Patty Loew:
Wisconsin's logging routes are some of the oldest traditions in the state. "In Wisconsin" reporter Jo Garrett introduces you to one logging family that's been working the woods for three generations but facing new challenges in the 21st century in Florence County.
Jo Garrett:
We're in a workplace. No kidding. Some work in the office, some work on a farm, some work in the woods. These woods are part of the Wild Rivers legacy forest. I sat down here with some loggers to talk with them about their work. The pressures and changes in the business of logging.
Man:
The young generation, there ain’t too many of them going into logging.
Jo Garrett:
These four part of a family business. This is Andrew Kubikowski, his brother Anthony.
Anthony Kubikowski:
We'd go up and pile the firewood and carry sticks.
Jo Garrett:
Their dad, Tom.
Tom Kubikowski:
I remember when I was a young tyke they had the horse and they did it with horses.
Jo Garrett:
And his dad, Ed.
Ed Kubikowski:
We logged with the horses in my days.
Jo Garrett:
Ed's dad was a logger. The Kubikowski Logging Company is now owned by Tom. Four generations of this family have made their living working in the woods. The decades have seen vast changes in the methods of harvesting timber. Horses and chainsaws are now a thing of the past. A past that in Wisconsin has been shaped by logging. Many of the cities in this state grew up around saw mills and to this day, tens of thousands of jobs are dependent on the trees in our forests. But the business of logging faces pressures.
Tom Kubikowski:
Is there going to be money in it anymore? I don't know. That's a big ticket. Insurance, workman's comp insurance is through the roof. You can't offer your guys health insurance anymore because you have to cut. What do you do? Fuel keeps going up. It is a big impact. We used to buy oil for the saws. $1.25 a gallon. In the last four years I'm paying $4.25 a gallon now. And no more money to show for it. There is no one subsidizing us. Farmers get subsidies. We can’t get that. I have to borrow at 8.5 or 9%. We average about 70 hours a week.
Anthony Kubikowski:
I was going to say 40 on the first two days.
Andrew Kubikowski:
Out of my graduating class I think I was the only one that went into logging.
Anthony Kubikowski:
All the kids that graduated from my high school, 60 kids. I can count three that went into the logging industry.
Jo Garrett:
There is another issue these loggers face. An issue based on perceptions.
Tom Kubikowski:
People in the cities, Chicago and that, they come up here, you know, logger, oh, you're a butcher.

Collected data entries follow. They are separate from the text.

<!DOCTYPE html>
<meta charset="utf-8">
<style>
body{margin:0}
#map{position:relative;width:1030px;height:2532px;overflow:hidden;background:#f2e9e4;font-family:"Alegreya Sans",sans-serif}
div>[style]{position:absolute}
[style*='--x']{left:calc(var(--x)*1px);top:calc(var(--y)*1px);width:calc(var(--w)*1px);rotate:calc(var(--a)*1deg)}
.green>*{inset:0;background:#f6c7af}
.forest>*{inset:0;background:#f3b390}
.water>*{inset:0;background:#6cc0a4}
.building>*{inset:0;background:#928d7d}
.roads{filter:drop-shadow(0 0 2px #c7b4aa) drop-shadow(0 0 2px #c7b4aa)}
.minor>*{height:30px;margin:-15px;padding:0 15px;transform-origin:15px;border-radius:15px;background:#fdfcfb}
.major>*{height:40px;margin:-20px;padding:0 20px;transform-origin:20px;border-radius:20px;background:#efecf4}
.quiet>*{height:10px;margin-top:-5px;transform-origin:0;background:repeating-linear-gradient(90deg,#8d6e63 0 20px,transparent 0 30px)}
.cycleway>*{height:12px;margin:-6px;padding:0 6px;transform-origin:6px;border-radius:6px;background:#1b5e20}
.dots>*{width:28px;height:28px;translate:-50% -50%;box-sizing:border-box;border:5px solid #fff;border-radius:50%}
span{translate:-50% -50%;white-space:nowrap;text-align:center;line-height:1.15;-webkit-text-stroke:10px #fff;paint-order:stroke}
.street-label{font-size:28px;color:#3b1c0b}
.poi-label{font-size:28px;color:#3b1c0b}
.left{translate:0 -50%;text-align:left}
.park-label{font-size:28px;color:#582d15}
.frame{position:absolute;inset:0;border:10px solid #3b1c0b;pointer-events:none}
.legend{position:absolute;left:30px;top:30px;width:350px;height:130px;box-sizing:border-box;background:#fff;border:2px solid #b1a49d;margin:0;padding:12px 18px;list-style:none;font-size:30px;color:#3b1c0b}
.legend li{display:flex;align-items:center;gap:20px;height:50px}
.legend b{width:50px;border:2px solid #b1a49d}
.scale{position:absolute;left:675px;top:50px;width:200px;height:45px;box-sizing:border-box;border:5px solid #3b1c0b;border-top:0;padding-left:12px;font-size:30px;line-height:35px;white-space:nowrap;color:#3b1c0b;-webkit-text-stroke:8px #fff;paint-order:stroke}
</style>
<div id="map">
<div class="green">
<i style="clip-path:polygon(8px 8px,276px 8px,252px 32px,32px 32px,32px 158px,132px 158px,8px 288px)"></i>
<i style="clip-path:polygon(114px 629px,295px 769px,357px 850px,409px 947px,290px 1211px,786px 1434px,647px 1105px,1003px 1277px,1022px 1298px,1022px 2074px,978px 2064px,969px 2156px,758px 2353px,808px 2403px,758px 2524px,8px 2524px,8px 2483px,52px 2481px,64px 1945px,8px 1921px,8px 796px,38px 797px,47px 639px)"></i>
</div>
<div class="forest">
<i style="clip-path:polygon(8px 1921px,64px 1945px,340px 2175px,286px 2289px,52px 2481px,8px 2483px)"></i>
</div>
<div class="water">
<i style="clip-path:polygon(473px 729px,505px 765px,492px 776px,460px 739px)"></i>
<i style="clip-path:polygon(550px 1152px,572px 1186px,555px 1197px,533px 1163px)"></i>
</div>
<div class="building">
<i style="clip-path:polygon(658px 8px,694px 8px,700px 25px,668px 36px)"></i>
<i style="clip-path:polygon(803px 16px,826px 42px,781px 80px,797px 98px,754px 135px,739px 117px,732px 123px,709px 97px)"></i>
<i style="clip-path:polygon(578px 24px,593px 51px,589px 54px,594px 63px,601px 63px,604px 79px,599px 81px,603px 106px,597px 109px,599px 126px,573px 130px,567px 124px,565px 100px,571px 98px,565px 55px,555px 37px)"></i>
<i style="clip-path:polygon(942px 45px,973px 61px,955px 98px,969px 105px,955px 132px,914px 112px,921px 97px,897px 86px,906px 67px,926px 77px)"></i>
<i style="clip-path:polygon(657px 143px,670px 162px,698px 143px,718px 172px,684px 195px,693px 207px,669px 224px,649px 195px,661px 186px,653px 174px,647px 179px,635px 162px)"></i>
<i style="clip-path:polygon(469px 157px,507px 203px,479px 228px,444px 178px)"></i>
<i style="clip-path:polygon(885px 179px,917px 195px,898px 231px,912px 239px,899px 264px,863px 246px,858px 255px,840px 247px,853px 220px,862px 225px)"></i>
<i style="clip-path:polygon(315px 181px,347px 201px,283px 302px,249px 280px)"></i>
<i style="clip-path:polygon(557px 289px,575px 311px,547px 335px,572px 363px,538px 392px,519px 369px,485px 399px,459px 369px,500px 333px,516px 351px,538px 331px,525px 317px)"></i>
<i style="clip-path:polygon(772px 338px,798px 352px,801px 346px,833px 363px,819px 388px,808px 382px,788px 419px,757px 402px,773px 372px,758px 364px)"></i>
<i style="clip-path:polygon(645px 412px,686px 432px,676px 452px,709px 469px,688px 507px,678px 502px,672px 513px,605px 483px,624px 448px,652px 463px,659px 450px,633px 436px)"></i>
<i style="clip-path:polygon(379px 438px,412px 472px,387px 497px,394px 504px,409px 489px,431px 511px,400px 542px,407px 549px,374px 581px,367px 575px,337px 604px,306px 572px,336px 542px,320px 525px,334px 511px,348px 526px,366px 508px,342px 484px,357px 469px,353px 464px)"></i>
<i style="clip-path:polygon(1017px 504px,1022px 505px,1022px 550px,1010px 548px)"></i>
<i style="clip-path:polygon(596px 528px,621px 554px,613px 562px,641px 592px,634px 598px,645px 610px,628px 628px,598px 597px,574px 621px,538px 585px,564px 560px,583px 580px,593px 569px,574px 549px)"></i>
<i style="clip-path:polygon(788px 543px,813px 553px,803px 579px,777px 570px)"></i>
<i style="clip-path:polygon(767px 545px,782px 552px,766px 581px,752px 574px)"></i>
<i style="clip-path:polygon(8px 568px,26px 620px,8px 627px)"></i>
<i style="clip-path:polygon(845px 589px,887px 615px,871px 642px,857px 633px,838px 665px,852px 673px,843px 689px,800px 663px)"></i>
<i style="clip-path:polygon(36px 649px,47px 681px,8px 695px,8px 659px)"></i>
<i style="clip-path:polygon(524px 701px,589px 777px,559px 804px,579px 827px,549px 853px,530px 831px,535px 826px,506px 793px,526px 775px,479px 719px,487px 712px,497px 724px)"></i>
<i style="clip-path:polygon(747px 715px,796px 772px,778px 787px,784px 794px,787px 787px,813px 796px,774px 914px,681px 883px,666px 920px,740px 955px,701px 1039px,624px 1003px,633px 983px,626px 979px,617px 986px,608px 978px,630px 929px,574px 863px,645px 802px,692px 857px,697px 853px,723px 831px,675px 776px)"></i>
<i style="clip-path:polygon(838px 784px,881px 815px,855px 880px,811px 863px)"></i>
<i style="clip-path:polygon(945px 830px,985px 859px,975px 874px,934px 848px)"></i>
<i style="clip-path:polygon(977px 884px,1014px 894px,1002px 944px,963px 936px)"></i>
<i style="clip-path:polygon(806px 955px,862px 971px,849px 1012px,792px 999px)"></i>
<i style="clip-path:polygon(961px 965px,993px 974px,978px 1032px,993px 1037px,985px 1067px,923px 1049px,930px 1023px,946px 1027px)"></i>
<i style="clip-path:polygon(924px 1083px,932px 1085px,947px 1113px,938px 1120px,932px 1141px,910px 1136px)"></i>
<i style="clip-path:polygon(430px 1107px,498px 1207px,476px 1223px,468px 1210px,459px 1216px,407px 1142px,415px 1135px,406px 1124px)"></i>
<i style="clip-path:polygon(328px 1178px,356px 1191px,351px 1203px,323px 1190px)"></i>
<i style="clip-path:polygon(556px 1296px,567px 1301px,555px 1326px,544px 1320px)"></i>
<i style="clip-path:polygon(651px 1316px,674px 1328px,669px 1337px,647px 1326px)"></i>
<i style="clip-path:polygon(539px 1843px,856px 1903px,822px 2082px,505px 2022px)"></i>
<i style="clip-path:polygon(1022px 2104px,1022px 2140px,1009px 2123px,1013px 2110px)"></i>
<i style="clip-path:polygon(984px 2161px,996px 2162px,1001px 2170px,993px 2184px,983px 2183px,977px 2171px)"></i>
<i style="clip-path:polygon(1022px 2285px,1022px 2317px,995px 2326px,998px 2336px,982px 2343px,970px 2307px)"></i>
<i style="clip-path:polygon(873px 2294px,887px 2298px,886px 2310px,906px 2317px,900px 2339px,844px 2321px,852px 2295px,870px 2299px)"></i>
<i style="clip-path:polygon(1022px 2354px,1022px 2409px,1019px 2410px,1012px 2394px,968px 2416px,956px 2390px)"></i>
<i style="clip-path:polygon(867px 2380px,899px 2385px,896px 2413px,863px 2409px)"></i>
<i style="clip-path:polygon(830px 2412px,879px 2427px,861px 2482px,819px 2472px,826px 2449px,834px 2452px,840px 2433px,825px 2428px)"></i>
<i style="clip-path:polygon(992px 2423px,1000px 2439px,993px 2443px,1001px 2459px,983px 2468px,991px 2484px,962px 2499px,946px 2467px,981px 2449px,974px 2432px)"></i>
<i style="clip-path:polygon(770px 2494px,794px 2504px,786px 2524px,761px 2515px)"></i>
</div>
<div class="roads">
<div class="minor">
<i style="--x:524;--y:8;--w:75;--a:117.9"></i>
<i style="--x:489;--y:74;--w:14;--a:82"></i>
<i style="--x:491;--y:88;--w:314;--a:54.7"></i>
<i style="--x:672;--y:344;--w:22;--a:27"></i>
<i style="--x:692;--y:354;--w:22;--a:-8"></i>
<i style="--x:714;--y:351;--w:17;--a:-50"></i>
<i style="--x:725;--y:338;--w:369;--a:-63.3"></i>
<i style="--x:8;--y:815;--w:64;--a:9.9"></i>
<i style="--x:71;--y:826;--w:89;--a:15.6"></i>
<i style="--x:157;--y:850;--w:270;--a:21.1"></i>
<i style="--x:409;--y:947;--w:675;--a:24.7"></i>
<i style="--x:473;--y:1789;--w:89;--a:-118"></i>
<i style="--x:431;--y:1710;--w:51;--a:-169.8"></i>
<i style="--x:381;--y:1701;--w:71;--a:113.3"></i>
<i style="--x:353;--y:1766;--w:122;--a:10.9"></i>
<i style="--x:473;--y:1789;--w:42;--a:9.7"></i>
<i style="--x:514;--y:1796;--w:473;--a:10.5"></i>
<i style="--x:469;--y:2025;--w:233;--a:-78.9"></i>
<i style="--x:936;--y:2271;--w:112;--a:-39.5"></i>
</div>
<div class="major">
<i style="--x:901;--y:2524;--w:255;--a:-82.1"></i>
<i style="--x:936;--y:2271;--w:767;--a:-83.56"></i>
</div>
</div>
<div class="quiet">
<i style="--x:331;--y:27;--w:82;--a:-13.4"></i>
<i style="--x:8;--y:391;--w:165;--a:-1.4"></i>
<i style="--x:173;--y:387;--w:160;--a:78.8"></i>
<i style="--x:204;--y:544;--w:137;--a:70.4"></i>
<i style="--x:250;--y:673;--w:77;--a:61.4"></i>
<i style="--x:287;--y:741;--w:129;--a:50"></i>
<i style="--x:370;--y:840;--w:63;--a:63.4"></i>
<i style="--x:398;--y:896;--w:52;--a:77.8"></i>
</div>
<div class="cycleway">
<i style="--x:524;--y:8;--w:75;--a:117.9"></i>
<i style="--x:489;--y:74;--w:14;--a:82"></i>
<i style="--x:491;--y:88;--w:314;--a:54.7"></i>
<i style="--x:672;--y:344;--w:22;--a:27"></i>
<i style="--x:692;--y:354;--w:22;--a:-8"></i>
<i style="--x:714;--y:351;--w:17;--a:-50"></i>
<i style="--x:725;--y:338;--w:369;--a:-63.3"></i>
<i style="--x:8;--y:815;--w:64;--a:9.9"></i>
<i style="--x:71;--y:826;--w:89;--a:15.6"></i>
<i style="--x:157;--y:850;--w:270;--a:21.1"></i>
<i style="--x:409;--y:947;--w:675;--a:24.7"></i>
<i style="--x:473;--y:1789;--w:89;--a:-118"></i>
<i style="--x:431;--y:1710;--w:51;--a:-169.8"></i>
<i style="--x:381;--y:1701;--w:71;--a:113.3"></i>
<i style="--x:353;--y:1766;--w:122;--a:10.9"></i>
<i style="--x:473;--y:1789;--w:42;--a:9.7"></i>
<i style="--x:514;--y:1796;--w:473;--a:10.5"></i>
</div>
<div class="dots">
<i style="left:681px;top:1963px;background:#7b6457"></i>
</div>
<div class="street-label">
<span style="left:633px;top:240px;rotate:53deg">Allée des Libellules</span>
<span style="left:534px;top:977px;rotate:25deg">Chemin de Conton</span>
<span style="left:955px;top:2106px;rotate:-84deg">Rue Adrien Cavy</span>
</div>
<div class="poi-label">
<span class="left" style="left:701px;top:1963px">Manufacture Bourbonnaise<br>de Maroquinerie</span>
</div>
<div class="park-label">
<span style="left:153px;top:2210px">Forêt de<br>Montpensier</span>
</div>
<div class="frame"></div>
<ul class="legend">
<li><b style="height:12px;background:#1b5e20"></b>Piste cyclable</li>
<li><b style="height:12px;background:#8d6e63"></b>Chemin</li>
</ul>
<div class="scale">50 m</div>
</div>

They don't understand.
Jo Garrett:
Loggers in Wisconsin's past indiscriminately clear-cut the northern hardwoods forest. It was called the Big Cut-over and extreme clear cuts continue around the globe today. But that picture doesn't ring true here. In fact, this forest was the first sustainably harvested forest in all of Wisconsin. No clear cuts in these hardwoods. Only selected trees are harvested. It has been that way here since 1927. That kind of care, that standard of sustainable harvest is now the rule on much of the state's public and private lands. But that's not the picture people see.
Anthony Kubikowski:
You can't help but go on these websites and see how you are viewed. You think you're going out making a living for your family but you go home and see just pop up on youtube and you can start and you end up watching a logging video where they show us like we're killing everything and robbing the forest of it and taking. We're not clear-cutting forests. We're going in, selecting certain trees to be harvested so the overall growth can keep going and we can come back in here. It's not something that people are going and butchering. It's not what they see in
South America and not what they're seeing in Africa where they are going in and just taking, taking, taking.
Jo Garrett:
Because they log sustainably, is this family business in Wisconsin's northwoods at a competitive disadvantage in a global market? In a market flooded with cheaper clear-cut timber.
Anthony Kubikowski:
There are docks off loading Chinese or South American wood. People want that cheap stuff so it will keep flowing in. Until people stop and say hey, we're not doing this. This is not good for our economy.
Jo Garrett:
And all of us use wood products.
Anthony Kubikowski:
They hate logging but everything they have. Their wood floors come from the companies up here. They don't think about anything that they're walking on. Their chairs, sofas, recliner. They're made of wood wrapped with fabric. Their paper, everything they write on when they go to work. Their folders, everything that they use, paper cups.
Jo Garrett:
We use what these woods provide and managed well, these woods can continue to provide.
Anthony Kubikowski:
If we were to just go in there haphazardly and start cutting we wouldn't have anything to come back to.
Tom Kubikowski:
I’m hoping it will be here in 50 years, 100 years from now. If they manage it right it will be here.
Andrew Kubikowski:
I’d love to work in the woods the rest of my life.
Anthony Kubikowski:
I see myself retiring and my kids going into it and so on and so forth.
Patty Loew:
Tom Kubikowski says his family's business has been able to maintain but high fuel prices have been, in his words, a killer.